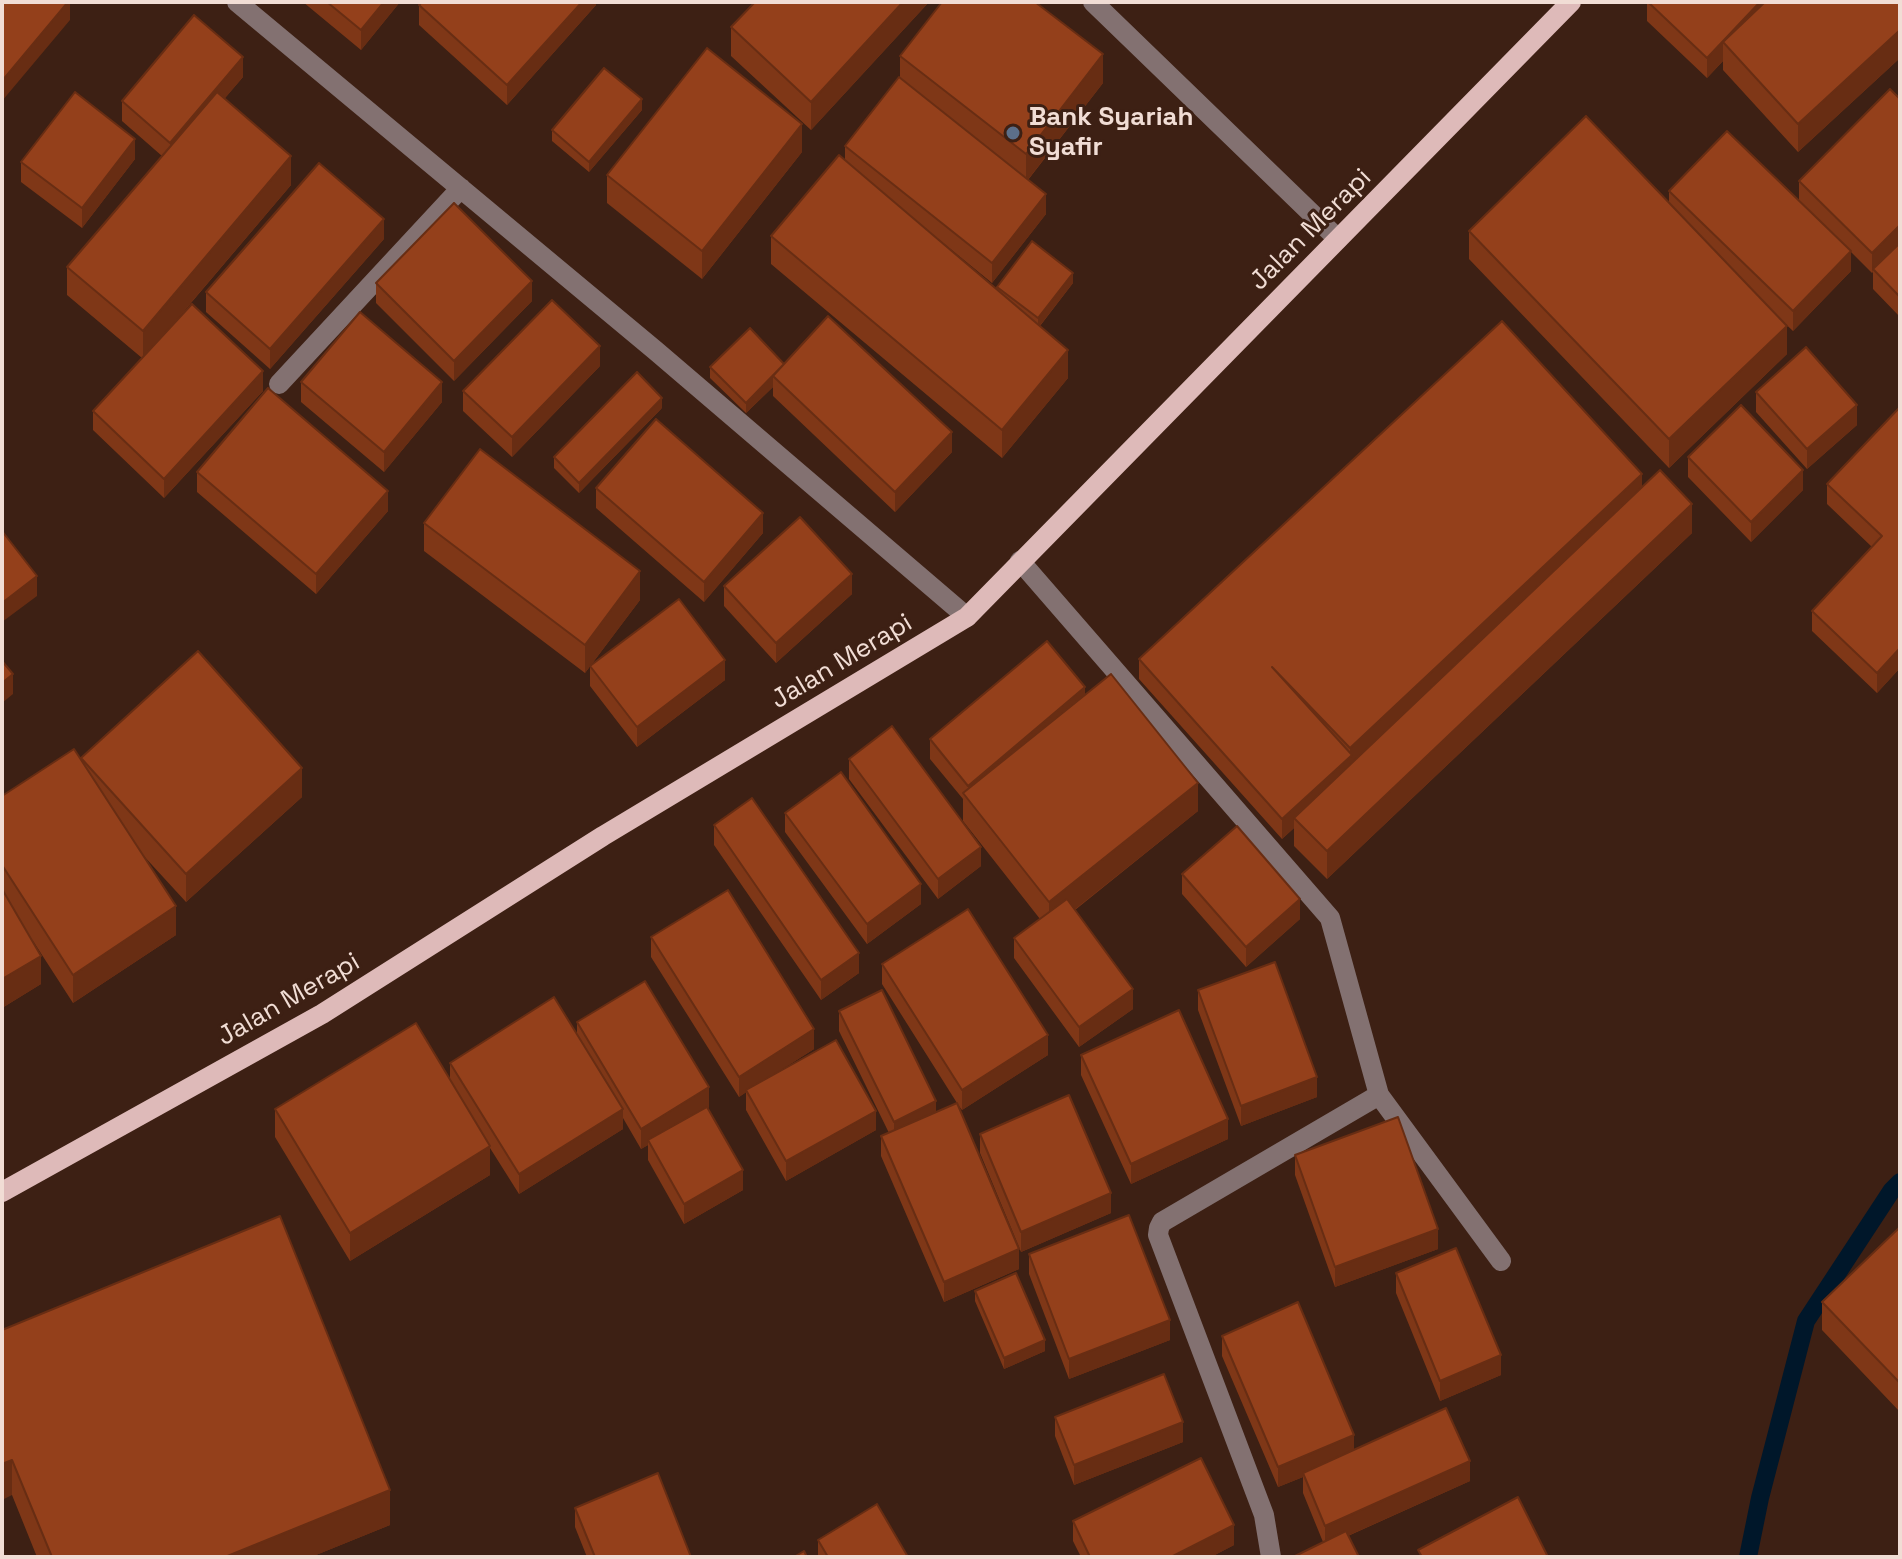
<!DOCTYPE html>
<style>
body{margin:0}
#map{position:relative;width:1902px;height:1559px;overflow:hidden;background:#3d2014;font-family:"Space Grotesk",sans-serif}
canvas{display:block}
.frame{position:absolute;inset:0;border:4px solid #f1ddd5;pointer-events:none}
</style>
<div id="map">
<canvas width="1902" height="1559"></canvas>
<div class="frame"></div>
</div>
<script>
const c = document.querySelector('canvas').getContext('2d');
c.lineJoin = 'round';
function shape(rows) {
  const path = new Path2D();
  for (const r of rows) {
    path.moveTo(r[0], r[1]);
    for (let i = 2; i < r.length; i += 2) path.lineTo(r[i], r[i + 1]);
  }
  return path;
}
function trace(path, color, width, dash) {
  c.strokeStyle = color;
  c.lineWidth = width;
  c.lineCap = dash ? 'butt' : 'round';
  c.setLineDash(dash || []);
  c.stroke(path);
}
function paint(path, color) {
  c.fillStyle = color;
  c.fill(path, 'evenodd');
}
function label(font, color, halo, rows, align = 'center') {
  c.font = font + ' "Space Grotesk",sans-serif';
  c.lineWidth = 6;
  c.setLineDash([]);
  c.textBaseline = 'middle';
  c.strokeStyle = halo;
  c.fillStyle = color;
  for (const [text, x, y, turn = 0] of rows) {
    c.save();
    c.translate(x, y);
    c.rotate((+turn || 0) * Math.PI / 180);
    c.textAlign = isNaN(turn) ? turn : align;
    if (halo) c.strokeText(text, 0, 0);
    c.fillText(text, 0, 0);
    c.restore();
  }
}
trace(shape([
 [1748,1557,1760,1498,1806,1321,1892,1190,1900,1182]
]), '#00172a', 18);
trace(shape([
 [237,2,656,351,967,617],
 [1093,2,1338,239],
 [279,384,461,188],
 [1020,561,1330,918,1379,1095,1162,1222,1159,1228,1158,1235,1264,1515,1271,1557],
 [1379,1095,1501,1261]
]), '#837171', 20);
trace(shape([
 [2,1192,322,1014,603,836,967,617,1571,2]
]), '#debab9', 20);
paint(shape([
 [303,2,400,2,361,50],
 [596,2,596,5,507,105,419,25,419,5],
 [755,2,929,2,811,130,731,56,731,27],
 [1647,2,1900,2,1900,58,1798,152,1723,70,1723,61,1707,78,1647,21],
 [900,56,1103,83,1028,180,1046,214,992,283,937,238,997,290,997,287,1073,283,1040,326,1068,378,1002,458,771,264,771,236,845,161,845,146,900,78],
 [243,77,224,99,291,185,174,323,263,391,164,498,93,430,93,411,142,358,67,295,67,267,162,156,122,121,122,101],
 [1900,99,1900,317,1873,289,1873,272,1872,273,1851,252,1851,271,1793,331,1774,313,1787,354,1669,468,1469,259,1469,231,1669,203,1669,191,1799,200,1799,181],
 [642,110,589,172,552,141,552,130],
 [802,152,702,279,607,203,607,175],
 [135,159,82,228,21,182,21,162],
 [384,239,270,369,206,312,206,292],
 [376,283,532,301,454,381,376,303],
 [784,364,952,452,895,512,773,396,773,387,746,413,710,378,710,367],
 [600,366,512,457,463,411,463,391],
 [301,382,442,402,384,472,301,402],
 [1756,392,1857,425,1807,469,1756,412],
 [1900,407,1900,668,1877,693,1812,631,1812,611,1872,547,1827,504,1827,484],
 [662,408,579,493,554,468,554,457],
 [1688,457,1803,490,1751,542,1688,477],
 [197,472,388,511,316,594,197,492],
 [1642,486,1692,533,1327,879,1294,846,1294,828,1282,839,1139,679,1139,659],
 [596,488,763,533,704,602,596,508],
 [424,523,640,600,585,673,424,551],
 [724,586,852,594,776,663,724,606],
 [590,666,725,680,637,747,590,686],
 [1085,695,1198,811,1075,910,1133,1009,1079,1047,1014,958,1014,938,1040,919,963,821,963,799,930,759,930,739],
 [81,758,302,797,186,902,141,853,176,935,73,1003,33,941,41,984,2,1008,2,796,81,759],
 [849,759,981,866,938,899,849,779],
 [785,813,921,904,867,944,785,832],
 [714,825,859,973,821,1000,714,845],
 [1182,874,1300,919,1246,967,1182,894],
 [651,937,814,1049,773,1075,876,1130,786,1181,746,1110,746,1092,739,1097,651,957],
 [882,964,1048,1055,962,1110,958,1105,1019,1269,944,1302,881,1156,881,1136,889,1133,839,1031,839,1011,936,1112,957,1103,882,984],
 [1198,990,1317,1097,1241,1126,1198,1010],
 [577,1022,709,1107,708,1108,743,1190,684,1224,648,1160,648,1145,641,1149,623,1118,623,1129,519,1194,490,1148,490,1175,350,1261,275,1137,275,1109,450,1078,450,1063,577,1035],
 [1081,1055,1228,1139,1131,1184,1081,1075],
 [980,1134,1111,1213,1021,1252,980,1153],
 [1295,1155,1438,1249,1335,1287,1295,1175],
 [1900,1227,1900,1412,1822,1330,1822,1302],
 [1029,1254,1170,1340,1069,1379,1029,1274],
 [1396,1273,1501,1375,1440,1401,1396,1293],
 [975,1291,1045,1351,1004,1369,975,1301],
 [2,1330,390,1525,311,1557,37,1557,12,1495],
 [1222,1336,1354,1450,1470,1481,1348,1536,1323,1542,1303,1493,1303,1477,1278,1487,1222,1356],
 [1055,1417,1183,1442,1074,1485,1055,1436],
 [575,1508,691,1557,587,1557,575,1527],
 [1073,1521,1234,1545,1211,1557,1081,1557,1073,1541],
 [818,1540,908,1557,818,1557]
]), '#7f3717');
paint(shape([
 [68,2,70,2,70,20,2,101,2,81],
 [384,2,400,2,361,50,361,30],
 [582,2,596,2,596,5,507,105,507,85],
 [903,2,929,2,811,130,811,102],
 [1760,2,1779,2,1723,42,1723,61,1707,78,1707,58],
 [1900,30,1900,58,1798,152,1798,124],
 [1103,54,1103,83,1026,182,1026,154],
 [243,57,243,77,170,163,170,143],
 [642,99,642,110,589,172,589,162],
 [802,124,802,152,702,279,702,251],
 [135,139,135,159,82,228,82,208],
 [291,156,291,185,143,359,143,331],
 [1046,194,1046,214,992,283,992,263],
 [384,219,384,239,270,369,270,349],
 [1900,225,1900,245,1873,269,1872,273,1872,253],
 [1851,251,1851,271,1793,331,1793,311],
 [1073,273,1073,283,1038,328,1038,318],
 [532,281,532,301,454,381,454,361],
 [1787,326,1787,354,1669,468,1669,439],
 [600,346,600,366,512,457,512,437],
 [1068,350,1068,378,1002,458,1002,430],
 [263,371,263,391,164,498,164,479],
 [773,376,773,387,746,413,746,403],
 [442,382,442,402,384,472,384,452],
 [662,398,662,408,579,493,579,483],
 [1857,405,1857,425,1807,469,1807,449],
 [952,432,952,452,895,512,895,492],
 [1803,470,1803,490,1751,542,1751,522],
 [1642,474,1642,494,1294,818,1294,828,1282,839,1282,819,1350,757,1350,748],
 [388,491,388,511,316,594,316,574],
 [1692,504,1692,533,1327,879,1327,851],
 [763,513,763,533,704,602,704,582],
 [640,571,640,600,585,673,585,645],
 [852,574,852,594,776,663,776,643],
 [37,576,37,596,2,622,2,603],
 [1900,648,1900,668,1877,693,1877,673],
 [725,660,725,680,637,747,637,727],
 [13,674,13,694,2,703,2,683],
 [1085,687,1085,707,968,800,968,786],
 [302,768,302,797,186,902,186,874],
 [1198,783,1198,811,1049,930,1049,902],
 [981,847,981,866,938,899,938,879],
 [921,884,921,904,867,944,867,924],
 [1300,899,1300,919,1246,967,1246,947],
 [176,906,176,935,73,1003,73,975],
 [859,953,859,973,821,1000,821,980],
 [41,956,41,984,2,1008,2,979],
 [1133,989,1133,1009,1079,1047,1079,1027],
 [814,1029,814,1049,739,1097,739,1077],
 [1048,1035,1048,1055,962,1110,962,1090],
 [1317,1077,1317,1097,1241,1126,1241,1106],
 [709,1087,709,1107,650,1144,648,1140,648,1145,641,1149,641,1129],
 [936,1101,936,1121,894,1142,894,1122],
 [623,1109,623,1129,519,1194,519,1174],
 [876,1111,876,1130,786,1181,786,1161],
 [1228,1119,1228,1139,1131,1184,1131,1164],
 [490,1146,490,1175,350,1261,350,1233],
 [743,1170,743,1190,684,1224,684,1204],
 [1111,1193,1111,1213,1021,1252,1021,1232],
 [1438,1229,1438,1249,1335,1287,1335,1267],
 [1019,1249,1019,1269,944,1302,944,1282],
 [1170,1320,1170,1340,1069,1379,1069,1359],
 [1045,1340,1045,1351,1004,1369,1004,1358],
 [1501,1355,1501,1375,1440,1401,1440,1381],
 [1183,1422,1183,1442,1074,1485,1074,1465],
 [1354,1435,1354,1455,1303,1473,1303,1477,1278,1487,1278,1467],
 [12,1460,12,1495,2,1500,2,1464],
 [1470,1461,1470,1481,1325,1546,1325,1526],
 [390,1490,390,1525,311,1557,225,1557],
 [1234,1525,1234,1545,1211,1557,1171,1557]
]), '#682d13');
const building = shape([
 [2,2,68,2,2,81,2,2],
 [327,2,384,2,361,30,327,2],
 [422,2,582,2,507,85,419,5,422,2],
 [755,2,903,2,811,102,731,27,755,2],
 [942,2,1035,2,1103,54,1026,154,900,56,942,2],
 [1648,2,1760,2,1707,58,1648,2],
 [1765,2,1900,2,1900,30,1798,124,1723,42,1765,2],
 [194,15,243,57,170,143,122,101,194,15],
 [707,48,802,124,702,251,607,175,707,48],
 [604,68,642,99,589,162,552,130,604,68],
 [899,77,1046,194,992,263,845,146,899,77],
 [1890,89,1900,99,1900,225,1872,253,1799,181,1890,89],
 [75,92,135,139,82,208,21,162,75,92],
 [217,92,291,156,143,331,67,267,217,92],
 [1586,116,1787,326,1669,439,1469,231,1586,116],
 [1727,131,1851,251,1793,311,1669,191,1727,131],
 [839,155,1068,350,1002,430,771,236,839,155],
 [319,163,384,219,270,349,206,292,319,163],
 [454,203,532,281,454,361,376,283,454,203],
 [1032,241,1073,273,1038,318,997,287,1032,241],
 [1900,243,1900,297,1873,269,1900,243],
 [552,300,600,346,512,437,463,391,552,300],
 [192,304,263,371,164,479,93,411,192,304],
 [360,312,442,382,384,452,301,382,360,312],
 [828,316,952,432,895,492,773,376,828,316],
 [1502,321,1642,474,1350,748,1272,667,1352,755,1282,819,1139,659,1502,321],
 [750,328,784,364,746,403,710,367,750,328],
 [1806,347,1857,405,1807,449,1756,392,1806,347],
 [637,372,662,398,579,483,554,457,637,372],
 [268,388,388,491,316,574,197,472,268,388],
 [1741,405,1803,470,1751,522,1688,457,1741,405],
 [1900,407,1900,648,1877,673,1812,611,1882,536,1827,484,1900,407],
 [656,419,763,513,704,582,596,488,656,419],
 [480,449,640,571,585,645,424,523,480,449],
 [1660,470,1692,504,1327,851,1294,818,1660,470],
 [800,517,852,574,776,643,724,586,800,517],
 [2,531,37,576,2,603,2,531],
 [679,599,725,660,637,727,590,666,679,599],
 [1047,641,1085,687,968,786,930,739,1047,641],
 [198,651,302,768,186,874,81,758,198,651],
 [2,661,13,674,2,683,2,661],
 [1111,674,1198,783,1049,902,963,793,1111,674],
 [892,726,981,847,938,879,849,759,892,726],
 [74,749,176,906,73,975,2,865,2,796,74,749],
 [841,772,921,884,867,924,785,813,841,772],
 [752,798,859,953,821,980,714,825,752,798],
 [1237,826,1300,899,1246,947,1182,874,1237,826],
 [2,889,41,956,2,979,2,889],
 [728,890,814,1029,739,1077,651,937,728,890],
 [1067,899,1133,989,1079,1027,1014,938,1067,899],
 [968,909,1048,1035,962,1090,882,964,968,909],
 [1275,962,1317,1077,1241,1106,1198,990,1275,962],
 [645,981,709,1087,641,1129,577,1022,645,981],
 [882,990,936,1101,894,1122,839,1011,882,990],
 [554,997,623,1109,519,1174,450,1063,554,997],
 [1179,1010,1228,1119,1131,1164,1081,1055,1179,1010],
 [416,1023,490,1146,350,1233,275,1109,416,1023],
 [836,1040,876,1111,786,1161,746,1090,836,1040],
 [1069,1095,1111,1193,1021,1232,980,1134,1069,1095],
 [957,1103,1019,1249,944,1282,881,1136,957,1103],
 [707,1107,743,1170,684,1204,648,1140,707,1107],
 [1398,1117,1438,1229,1335,1267,1295,1155,1398,1117],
 [1129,1215,1170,1320,1069,1359,1029,1254,1129,1215],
 [280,1216,390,1490,225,1557,52,1557,12,1460,2,1464,2,1330,280,1216],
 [1900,1227,1900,1383,1822,1302,1900,1227],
 [1456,1248,1501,1355,1440,1381,1396,1273,1456,1248],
 [1016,1273,1045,1340,1004,1358,975,1291,1016,1273],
 [1298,1302,1354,1435,1278,1467,1222,1336,1298,1302],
 [1164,1374,1183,1422,1074,1465,1055,1417,1164,1374],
 [1446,1408,1470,1461,1325,1526,1303,1473,1446,1408],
 [1201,1458,1234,1525,1171,1557,1090,1557,1073,1521,1201,1458],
 [658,1473,691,1557,595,1557,575,1508,658,1473],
 [1518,1497,1548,1557,1422,1557,1418,1550,1518,1497],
 [877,1504,908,1557,828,1557,818,1540,877,1504],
 [1346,1531,1359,1557,1293,1557,1346,1531],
 [804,1551,807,1557,794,1557,804,1551]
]);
paint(building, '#94401b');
trace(building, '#682d13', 2);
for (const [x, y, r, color] of [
 [1013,133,8,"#5c6f8a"]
]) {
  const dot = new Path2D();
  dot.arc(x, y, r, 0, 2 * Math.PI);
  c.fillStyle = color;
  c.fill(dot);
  trace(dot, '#3d2014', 3);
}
label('bold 26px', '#f1ddd5', '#3d2014', [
 ["Bank Syariah",1029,118],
 ["Syafir",1029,148]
], 'left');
label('26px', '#f1ddd5', '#3d2014', [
 ["Jalan Merapi",1311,230,-45],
 ["Jalan Merapi",842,662,-31],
 ["Jalan Merapi",289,1000,-30]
]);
</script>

▶ _WHAT YOU WILL DO_: From the data above, state how many lines hold the string "align", and give the number without other words.

▶ _ANSWER TO THIS TASK_: 2